Understanding the value of Ford Pro, the automaker's commercial vehicle unit, became clearer after the automaker last year began breaking out profits for its three divisions — Ford Blue, Ford Pro and Model e, its electric-vehicle division.

 

“How we've segmented the business is shining a light on the value of Ford Pro,” Tim Baughman, Ford Pro’s general manager, recently told The Detroit News. “In the past, the commercial side of the business wasn’t as understood. It may not be as exciting as the next Bronco or the next Mustang, or talking about it like, ‘It's just a commercial van.’”

Others are seeing the value in commercial, too. General Motors almost a year ago announced GM Envolve, a reimagining of GM Fleet as a “one-stop customer experience” for commercial business solutions across its brands, including the all-electric BrightDrop commercial van business. GM says it was the top seller of U.S. commercial fleet deliveries for a second consecutive year last year, with sales up 20% from 2022.

"The technologies that have changed the way consumers use their vehicles also impact the way fleet managers and owners use their vehicles for business needs, and our GM Envolve model was built through research and listening to fleet customers — from Fortune 500 companies on down to small mom-and-pop, local businesses," GM spokesperson Sabin Blake said in a statement.
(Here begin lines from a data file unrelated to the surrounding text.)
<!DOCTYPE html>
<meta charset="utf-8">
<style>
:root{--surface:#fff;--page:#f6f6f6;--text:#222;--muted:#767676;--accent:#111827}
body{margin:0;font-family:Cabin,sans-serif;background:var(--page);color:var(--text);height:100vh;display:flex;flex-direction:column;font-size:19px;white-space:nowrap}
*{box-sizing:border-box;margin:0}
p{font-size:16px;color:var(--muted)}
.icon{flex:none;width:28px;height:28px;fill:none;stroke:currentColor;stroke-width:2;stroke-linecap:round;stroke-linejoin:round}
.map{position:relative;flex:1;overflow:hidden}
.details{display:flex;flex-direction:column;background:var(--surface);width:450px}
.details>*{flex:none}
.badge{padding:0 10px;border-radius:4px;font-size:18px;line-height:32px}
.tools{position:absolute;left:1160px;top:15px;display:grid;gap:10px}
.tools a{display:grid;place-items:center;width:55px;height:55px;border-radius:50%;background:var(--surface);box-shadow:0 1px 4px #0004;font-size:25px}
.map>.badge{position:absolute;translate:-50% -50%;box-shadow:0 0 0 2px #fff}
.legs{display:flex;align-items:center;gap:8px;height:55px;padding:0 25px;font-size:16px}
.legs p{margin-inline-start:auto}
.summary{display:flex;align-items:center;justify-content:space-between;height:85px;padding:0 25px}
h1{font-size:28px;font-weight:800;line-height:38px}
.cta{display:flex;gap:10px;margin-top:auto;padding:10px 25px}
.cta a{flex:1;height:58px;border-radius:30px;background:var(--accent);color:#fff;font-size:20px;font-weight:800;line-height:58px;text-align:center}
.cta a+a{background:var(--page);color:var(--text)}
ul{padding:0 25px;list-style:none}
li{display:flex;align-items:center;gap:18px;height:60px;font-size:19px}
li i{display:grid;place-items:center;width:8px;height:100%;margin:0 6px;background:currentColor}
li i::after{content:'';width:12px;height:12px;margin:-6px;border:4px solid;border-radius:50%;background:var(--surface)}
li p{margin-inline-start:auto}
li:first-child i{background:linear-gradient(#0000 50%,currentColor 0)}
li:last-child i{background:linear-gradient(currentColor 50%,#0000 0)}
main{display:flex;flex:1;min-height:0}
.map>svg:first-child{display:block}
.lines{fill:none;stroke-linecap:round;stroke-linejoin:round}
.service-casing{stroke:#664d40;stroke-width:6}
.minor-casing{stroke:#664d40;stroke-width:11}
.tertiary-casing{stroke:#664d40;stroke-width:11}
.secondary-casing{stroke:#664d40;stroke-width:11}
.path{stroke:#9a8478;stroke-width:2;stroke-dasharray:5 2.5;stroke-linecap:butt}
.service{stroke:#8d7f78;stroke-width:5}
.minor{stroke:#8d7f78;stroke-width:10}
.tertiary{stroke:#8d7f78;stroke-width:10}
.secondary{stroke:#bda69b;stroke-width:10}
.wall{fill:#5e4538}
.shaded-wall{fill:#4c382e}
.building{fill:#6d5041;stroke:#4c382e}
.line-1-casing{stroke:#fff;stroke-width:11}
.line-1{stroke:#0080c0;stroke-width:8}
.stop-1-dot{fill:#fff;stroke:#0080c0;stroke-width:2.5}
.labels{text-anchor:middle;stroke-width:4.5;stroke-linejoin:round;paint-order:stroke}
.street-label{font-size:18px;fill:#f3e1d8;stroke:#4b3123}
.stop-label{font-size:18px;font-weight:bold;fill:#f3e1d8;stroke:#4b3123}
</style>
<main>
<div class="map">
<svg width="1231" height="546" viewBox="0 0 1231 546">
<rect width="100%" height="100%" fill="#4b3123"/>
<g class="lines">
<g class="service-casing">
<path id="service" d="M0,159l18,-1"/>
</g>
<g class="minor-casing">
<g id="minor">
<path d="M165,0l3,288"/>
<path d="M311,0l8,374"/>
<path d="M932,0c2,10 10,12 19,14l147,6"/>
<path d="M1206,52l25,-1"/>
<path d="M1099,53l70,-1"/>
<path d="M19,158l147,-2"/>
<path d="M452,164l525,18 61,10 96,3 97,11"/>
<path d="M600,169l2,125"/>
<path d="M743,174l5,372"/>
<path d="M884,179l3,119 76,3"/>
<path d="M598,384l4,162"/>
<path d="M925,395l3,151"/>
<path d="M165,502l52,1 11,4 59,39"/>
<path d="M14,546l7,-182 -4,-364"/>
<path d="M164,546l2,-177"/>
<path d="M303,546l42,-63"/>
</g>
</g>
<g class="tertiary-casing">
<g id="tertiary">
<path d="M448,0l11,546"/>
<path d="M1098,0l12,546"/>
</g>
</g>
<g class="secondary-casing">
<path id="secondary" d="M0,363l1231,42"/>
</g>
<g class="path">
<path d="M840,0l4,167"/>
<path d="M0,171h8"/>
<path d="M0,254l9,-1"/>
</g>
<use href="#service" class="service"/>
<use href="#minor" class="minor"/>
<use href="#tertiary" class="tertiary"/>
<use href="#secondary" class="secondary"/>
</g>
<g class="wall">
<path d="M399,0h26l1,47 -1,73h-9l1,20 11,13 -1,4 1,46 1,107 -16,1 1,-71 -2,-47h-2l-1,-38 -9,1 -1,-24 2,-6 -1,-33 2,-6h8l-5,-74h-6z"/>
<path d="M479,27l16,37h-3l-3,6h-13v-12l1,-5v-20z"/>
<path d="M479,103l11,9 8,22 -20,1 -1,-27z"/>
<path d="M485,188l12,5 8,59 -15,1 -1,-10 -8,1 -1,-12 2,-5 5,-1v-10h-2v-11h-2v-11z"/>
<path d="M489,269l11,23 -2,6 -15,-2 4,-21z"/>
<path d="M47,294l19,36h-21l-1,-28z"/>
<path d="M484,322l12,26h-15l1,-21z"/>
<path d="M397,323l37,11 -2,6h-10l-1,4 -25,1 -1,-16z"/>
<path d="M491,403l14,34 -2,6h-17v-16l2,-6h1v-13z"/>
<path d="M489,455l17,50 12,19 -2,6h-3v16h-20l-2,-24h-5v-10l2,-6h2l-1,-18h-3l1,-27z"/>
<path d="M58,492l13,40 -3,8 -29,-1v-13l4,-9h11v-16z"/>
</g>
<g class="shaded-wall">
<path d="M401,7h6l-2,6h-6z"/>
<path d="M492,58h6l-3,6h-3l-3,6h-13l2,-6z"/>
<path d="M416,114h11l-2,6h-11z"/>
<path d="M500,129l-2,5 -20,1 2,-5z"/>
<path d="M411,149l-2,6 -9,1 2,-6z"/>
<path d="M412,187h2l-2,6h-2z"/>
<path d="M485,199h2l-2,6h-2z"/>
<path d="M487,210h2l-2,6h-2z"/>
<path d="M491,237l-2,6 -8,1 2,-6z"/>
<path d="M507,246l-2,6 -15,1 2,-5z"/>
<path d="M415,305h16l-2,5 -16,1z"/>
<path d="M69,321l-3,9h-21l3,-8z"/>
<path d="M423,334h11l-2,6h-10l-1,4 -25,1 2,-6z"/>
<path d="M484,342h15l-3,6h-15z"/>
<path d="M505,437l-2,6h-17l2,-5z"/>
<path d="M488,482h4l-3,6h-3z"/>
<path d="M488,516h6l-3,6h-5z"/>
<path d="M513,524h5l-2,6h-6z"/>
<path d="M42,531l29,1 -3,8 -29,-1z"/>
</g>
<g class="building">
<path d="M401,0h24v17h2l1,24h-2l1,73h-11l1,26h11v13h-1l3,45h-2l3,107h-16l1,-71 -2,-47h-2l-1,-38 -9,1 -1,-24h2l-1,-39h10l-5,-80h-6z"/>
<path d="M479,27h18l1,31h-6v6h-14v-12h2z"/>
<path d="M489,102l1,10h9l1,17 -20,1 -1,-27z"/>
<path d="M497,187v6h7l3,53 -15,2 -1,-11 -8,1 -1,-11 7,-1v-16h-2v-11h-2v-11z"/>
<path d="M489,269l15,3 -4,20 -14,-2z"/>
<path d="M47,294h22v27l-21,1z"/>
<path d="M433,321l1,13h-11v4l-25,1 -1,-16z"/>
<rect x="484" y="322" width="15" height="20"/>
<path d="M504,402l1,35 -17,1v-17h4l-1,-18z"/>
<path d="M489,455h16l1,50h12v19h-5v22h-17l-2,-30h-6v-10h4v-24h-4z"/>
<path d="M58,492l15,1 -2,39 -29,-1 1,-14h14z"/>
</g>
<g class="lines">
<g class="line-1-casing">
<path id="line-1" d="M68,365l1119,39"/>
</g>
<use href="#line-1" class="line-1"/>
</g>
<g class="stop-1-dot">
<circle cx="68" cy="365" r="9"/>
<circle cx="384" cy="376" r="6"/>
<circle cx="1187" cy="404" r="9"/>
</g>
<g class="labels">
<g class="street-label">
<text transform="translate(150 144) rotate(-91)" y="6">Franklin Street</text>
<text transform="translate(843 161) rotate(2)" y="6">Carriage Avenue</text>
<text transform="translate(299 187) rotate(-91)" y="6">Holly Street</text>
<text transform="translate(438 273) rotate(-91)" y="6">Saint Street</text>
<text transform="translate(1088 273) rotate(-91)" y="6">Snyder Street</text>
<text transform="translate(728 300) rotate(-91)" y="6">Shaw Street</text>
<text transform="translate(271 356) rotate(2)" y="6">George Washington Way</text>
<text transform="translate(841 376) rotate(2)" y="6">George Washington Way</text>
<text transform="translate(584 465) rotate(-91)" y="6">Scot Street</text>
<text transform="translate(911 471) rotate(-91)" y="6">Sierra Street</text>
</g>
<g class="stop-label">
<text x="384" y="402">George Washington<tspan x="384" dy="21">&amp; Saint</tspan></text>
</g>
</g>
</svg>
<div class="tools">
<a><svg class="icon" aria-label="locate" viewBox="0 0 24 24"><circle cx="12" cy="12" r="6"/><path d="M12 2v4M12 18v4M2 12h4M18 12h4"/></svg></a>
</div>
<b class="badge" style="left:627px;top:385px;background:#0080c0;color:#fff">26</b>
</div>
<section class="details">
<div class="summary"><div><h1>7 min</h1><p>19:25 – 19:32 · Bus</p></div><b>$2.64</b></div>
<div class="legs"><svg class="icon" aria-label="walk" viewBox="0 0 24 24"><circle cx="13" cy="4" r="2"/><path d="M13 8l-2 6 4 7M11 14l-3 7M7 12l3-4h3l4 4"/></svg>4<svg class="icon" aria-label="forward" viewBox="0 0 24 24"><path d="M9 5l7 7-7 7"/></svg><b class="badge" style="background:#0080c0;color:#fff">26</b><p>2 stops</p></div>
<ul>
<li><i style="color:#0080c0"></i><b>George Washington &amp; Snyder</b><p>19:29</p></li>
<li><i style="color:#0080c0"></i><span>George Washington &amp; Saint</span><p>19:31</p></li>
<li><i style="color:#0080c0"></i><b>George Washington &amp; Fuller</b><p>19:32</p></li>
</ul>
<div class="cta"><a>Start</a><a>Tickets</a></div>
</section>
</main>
The model "gives GM Envolve customers one point of contact for the full suite of GM fleet products and services from hardware to software."

Earlier this month, Stellantis NV introduced Ram Professional as its commercial business division under the Stellantis Pro One commercial strategy focused on being a “360-degree” business partner. Its Dare Forward 2030 strategy calls for its commercial-vehicle business to represent half of the nearly $327 billion (300 billion euro) in annual revenues the automaker is projecting by 2030, including $5.4 billion (5 billion euro) in subscriptions.